> [Problem description]:
Range to output from the entries below: the line containing "M613,85L651,0" through the line containing "21V4h12l-3 4 3". Set it down exactly, ends included, nothing else.

> [Supplied information]:
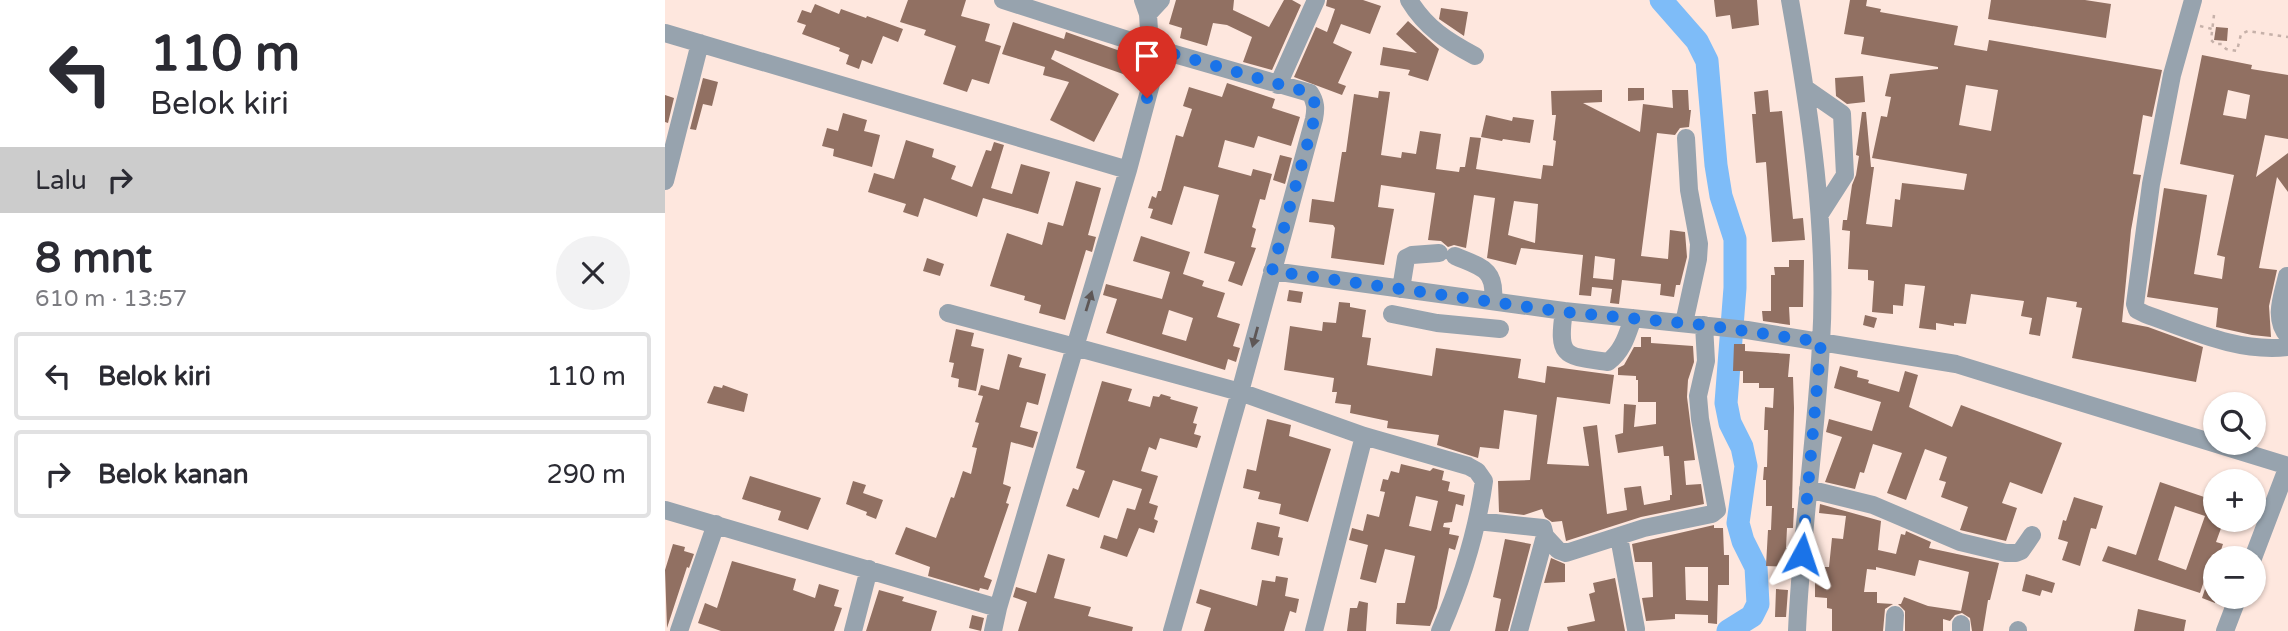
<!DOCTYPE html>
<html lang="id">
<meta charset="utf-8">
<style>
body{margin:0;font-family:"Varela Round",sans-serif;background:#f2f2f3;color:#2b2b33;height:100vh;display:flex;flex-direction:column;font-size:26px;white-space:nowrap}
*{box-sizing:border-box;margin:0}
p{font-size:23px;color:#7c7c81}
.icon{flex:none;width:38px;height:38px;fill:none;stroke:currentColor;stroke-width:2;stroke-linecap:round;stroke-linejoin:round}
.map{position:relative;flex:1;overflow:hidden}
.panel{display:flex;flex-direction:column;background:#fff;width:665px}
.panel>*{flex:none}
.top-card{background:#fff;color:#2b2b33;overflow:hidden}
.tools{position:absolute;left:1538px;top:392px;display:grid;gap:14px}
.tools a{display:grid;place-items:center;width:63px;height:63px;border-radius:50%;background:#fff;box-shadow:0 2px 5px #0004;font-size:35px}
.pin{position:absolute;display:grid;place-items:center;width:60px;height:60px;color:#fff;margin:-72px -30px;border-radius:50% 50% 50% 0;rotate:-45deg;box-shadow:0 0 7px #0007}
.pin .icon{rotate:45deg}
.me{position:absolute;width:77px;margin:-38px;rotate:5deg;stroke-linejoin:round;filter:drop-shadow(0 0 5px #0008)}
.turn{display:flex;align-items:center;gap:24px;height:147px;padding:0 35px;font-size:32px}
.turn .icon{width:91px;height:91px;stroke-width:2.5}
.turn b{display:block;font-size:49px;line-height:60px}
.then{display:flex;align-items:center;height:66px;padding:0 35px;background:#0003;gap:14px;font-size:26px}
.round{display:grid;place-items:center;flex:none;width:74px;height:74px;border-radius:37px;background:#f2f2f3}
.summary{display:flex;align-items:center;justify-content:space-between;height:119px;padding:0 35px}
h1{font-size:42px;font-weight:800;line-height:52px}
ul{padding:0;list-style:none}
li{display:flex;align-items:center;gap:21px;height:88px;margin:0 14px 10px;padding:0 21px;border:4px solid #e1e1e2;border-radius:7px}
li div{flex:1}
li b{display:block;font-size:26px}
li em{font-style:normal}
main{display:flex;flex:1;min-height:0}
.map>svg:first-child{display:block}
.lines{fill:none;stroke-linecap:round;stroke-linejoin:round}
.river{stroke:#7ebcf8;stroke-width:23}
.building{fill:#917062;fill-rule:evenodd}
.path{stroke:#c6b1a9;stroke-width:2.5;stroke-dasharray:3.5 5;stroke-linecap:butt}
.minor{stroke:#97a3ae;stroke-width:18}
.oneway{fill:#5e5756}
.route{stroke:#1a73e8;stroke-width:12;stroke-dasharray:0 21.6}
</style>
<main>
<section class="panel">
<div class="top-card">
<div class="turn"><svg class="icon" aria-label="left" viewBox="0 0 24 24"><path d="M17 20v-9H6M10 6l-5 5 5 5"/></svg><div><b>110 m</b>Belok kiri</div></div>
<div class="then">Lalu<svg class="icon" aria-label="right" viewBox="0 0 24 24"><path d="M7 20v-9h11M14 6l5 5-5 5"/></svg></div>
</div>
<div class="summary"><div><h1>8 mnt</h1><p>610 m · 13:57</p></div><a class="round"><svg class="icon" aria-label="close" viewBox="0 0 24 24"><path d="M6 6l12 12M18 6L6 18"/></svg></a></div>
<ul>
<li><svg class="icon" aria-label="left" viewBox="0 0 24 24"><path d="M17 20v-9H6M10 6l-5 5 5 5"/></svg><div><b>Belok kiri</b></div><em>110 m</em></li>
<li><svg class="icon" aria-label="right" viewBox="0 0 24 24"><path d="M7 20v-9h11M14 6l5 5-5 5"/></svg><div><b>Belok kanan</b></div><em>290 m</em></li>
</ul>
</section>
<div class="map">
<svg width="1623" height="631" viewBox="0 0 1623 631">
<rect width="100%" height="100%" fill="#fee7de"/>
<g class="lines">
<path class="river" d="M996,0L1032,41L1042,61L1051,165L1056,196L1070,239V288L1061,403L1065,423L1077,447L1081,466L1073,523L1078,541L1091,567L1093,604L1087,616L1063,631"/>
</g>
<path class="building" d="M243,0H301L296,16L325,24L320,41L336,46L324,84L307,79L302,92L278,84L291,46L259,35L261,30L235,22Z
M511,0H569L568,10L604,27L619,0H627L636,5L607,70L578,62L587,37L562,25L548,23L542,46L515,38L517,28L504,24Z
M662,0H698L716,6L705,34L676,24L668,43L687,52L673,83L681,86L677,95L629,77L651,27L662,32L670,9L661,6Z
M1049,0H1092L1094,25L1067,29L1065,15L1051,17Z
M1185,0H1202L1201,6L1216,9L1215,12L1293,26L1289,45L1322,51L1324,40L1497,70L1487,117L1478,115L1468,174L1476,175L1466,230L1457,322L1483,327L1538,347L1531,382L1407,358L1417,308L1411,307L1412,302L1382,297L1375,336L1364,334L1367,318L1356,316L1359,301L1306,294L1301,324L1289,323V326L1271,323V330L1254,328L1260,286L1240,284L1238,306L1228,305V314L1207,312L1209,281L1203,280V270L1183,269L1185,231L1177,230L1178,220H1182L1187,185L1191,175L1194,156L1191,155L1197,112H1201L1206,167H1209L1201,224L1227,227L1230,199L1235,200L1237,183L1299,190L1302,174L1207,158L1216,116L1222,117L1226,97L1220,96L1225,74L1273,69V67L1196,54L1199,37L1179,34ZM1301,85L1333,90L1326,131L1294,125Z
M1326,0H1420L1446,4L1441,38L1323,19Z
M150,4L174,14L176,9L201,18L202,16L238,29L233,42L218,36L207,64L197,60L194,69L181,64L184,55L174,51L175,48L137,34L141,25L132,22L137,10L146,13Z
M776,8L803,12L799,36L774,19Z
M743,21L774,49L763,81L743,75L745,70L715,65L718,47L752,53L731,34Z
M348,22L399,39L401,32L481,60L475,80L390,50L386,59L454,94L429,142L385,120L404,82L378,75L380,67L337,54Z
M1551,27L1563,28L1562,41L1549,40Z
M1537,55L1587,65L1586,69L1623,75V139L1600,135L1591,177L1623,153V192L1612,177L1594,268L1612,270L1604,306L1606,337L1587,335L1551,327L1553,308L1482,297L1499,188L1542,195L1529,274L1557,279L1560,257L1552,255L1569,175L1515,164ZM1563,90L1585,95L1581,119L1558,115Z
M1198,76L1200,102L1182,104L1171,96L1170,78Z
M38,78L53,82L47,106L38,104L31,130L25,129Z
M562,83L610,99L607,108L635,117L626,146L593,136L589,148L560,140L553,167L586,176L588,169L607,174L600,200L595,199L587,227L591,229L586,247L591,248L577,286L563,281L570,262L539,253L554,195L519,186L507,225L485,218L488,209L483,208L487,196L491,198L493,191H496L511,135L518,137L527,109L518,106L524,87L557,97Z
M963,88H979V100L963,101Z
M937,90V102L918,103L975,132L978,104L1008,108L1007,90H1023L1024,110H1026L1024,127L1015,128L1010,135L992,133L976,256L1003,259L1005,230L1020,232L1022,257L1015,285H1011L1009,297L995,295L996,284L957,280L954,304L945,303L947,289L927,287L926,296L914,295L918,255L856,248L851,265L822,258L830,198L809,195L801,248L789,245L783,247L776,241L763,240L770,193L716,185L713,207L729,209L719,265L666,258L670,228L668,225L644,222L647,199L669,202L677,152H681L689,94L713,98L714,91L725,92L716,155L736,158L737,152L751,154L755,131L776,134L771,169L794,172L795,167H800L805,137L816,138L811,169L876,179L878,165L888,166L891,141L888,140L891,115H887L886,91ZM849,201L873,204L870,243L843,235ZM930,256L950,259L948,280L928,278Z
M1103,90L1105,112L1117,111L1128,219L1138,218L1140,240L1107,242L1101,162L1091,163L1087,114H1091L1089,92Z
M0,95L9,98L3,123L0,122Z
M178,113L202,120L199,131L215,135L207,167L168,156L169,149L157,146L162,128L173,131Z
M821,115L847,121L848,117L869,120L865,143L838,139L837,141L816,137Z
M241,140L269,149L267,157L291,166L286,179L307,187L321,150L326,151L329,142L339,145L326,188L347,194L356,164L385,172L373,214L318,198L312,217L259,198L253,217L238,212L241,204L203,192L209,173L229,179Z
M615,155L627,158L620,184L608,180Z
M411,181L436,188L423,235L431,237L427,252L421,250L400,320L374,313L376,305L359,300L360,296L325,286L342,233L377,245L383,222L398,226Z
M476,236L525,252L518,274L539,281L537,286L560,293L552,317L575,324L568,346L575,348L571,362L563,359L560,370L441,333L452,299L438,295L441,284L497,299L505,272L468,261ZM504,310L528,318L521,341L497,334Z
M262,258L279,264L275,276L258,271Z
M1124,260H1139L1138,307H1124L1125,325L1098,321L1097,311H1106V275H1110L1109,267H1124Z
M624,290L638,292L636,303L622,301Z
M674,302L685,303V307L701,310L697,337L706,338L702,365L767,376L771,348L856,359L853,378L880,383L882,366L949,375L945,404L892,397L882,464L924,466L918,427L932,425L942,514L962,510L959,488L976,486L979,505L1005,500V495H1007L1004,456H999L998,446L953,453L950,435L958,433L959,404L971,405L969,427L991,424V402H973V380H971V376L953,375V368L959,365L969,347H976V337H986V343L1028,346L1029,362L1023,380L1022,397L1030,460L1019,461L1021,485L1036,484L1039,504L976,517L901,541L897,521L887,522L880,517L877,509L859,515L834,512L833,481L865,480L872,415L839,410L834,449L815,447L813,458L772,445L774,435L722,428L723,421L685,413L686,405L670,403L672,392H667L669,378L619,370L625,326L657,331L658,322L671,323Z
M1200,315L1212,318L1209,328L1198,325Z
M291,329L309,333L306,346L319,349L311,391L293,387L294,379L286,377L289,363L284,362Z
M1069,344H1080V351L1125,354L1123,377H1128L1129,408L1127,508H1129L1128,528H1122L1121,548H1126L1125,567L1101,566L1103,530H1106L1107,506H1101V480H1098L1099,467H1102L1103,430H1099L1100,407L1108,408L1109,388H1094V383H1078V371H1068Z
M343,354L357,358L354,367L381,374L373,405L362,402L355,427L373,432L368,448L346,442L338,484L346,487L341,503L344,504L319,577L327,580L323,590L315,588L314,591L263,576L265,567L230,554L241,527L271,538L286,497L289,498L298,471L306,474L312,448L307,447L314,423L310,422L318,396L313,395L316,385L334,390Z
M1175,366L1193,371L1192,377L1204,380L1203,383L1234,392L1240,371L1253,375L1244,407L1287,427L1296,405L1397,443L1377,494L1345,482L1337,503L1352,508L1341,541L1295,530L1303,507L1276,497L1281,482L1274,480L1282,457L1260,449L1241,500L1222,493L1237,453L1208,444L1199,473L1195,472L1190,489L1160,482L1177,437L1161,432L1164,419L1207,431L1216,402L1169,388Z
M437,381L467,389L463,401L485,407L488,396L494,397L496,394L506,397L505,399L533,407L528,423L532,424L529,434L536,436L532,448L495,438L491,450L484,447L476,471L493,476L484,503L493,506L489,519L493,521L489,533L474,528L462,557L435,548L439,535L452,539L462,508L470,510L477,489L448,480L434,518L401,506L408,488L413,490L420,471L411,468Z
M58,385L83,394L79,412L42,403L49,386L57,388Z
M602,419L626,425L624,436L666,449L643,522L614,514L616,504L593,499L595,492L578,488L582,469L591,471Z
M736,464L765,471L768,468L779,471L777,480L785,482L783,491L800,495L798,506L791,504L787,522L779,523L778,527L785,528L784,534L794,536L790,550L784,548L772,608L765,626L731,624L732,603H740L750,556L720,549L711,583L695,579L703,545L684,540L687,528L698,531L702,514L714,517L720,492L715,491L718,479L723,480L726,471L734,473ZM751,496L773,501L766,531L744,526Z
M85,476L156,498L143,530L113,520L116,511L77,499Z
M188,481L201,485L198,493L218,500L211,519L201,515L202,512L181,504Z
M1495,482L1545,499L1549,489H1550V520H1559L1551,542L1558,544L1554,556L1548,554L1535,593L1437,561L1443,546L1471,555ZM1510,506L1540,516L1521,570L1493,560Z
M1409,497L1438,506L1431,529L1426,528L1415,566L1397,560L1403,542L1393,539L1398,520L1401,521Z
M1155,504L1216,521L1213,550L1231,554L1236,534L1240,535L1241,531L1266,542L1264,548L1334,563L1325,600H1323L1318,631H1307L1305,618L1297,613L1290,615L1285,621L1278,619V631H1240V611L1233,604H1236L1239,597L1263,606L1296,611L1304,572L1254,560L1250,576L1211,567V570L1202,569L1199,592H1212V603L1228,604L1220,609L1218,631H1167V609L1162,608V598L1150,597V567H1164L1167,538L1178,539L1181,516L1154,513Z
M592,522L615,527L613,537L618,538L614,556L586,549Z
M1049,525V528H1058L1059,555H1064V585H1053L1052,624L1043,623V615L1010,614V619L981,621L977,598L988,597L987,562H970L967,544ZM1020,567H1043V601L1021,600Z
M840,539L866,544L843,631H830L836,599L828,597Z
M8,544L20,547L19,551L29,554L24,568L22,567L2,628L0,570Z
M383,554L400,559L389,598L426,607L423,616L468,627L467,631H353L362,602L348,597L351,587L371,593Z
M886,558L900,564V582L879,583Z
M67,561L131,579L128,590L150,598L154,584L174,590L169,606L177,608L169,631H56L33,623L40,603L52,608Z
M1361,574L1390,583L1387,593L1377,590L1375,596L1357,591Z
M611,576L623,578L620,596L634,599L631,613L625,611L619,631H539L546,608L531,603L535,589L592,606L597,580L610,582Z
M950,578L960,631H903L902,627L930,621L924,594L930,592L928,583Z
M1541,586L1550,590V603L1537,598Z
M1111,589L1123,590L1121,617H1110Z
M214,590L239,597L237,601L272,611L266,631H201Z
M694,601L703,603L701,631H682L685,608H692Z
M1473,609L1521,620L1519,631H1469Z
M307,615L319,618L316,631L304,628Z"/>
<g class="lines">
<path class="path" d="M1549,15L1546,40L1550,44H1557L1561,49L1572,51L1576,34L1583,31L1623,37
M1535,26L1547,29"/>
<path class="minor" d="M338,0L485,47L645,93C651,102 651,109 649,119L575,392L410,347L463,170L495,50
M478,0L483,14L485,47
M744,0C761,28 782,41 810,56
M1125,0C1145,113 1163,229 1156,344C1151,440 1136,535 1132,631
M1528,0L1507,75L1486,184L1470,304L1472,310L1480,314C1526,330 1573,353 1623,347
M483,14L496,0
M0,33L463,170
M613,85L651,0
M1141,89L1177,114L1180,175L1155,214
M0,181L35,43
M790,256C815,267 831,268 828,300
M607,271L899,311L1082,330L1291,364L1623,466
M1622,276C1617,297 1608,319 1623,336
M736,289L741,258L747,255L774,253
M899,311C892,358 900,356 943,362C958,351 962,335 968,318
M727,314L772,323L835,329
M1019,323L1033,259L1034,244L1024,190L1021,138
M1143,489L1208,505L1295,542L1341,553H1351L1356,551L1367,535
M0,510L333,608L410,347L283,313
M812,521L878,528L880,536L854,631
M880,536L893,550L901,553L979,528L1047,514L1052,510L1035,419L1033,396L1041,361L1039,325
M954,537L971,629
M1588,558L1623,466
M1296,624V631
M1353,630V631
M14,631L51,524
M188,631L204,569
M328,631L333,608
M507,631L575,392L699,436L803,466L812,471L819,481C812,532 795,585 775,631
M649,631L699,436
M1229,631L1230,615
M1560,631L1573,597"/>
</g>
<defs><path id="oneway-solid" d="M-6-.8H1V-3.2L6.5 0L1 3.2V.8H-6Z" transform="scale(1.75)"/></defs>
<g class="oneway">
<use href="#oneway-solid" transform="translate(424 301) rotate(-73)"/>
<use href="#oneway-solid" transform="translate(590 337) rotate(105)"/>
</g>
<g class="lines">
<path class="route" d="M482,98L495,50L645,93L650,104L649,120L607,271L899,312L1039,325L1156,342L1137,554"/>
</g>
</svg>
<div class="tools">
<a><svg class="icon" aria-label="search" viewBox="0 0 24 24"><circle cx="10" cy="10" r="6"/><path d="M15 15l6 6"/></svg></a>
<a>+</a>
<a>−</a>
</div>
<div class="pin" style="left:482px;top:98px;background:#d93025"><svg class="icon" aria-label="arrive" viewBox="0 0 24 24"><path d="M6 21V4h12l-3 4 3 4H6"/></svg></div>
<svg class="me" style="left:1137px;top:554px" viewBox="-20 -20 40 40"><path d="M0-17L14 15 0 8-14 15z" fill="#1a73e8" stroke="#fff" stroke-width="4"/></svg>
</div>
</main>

> [Task answer]:
M613,85L651,0
M1141,89L1177,114L1180,175L1155,214
M0,181L35,43
M790,256C815,267 831,268 828,300
M607,271L899,311L1082,330L1291,364L1623,466
M1622,276C1617,297 1608,319 1623,336
M736,289L741,258L747,255L774,253
M899,311C892,358 900,356 943,362C958,351 962,335 968,318
M727,314L772,323L835,329
M1019,323L1033,259L1034,244L1024,190L1021,138
M1143,489L1208,505L1295,542L1341,553H1351L1356,551L1367,535
M0,510L333,608L410,347L283,313
M812,521L878,528L880,536L854,631
M880,536L893,550L901,553L979,528L1047,514L1052,510L1035,419L1033,396L1041,361L1039,325
M954,537L971,629
M1588,558L1623,466
M1296,624V631
M1353,630V631
M14,631L51,524
M188,631L204,569
M328,631L333,608
M507,631L575,392L699,436L803,466L812,471L819,481C812,532 795,585 775,631
M649,631L699,436
M1229,631L1230,615
M1560,631L1573,597"/>
</g>
<defs><path id="oneway-solid" d="M-6-.8H1V-3.2L6.5 0L1 3.2V.8H-6Z" transform="scale(1.75)"/></defs>
<g class="oneway">
<use href="#oneway-solid" transform="translate(424 301) rotate(-73)"/>
<use href="#oneway-solid" transform="translate(590 337) rotate(105)"/>
</g>
<g class="lines">
<path class="route" d="M482,98L495,50L645,93L650,104L649,120L607,271L899,312L1039,325L1156,342L1137,554"/>
</g>
</svg>
<div class="tools">
<a><svg class="icon" aria-label="search" viewBox="0 0 24 24"><circle cx="10" cy="10" r="6"/><path d="M15 15l6 6"/></svg></a>
<a>+</a>
<a>−</a>
</div>
<div class="pin" style="left:482px;top:98px;background:#d93025"><svg class="icon" aria-label="arrive" viewBox="0 0 24 24"><path d="M6 21V4h12l-3 4 3 4H6"/></svg></div>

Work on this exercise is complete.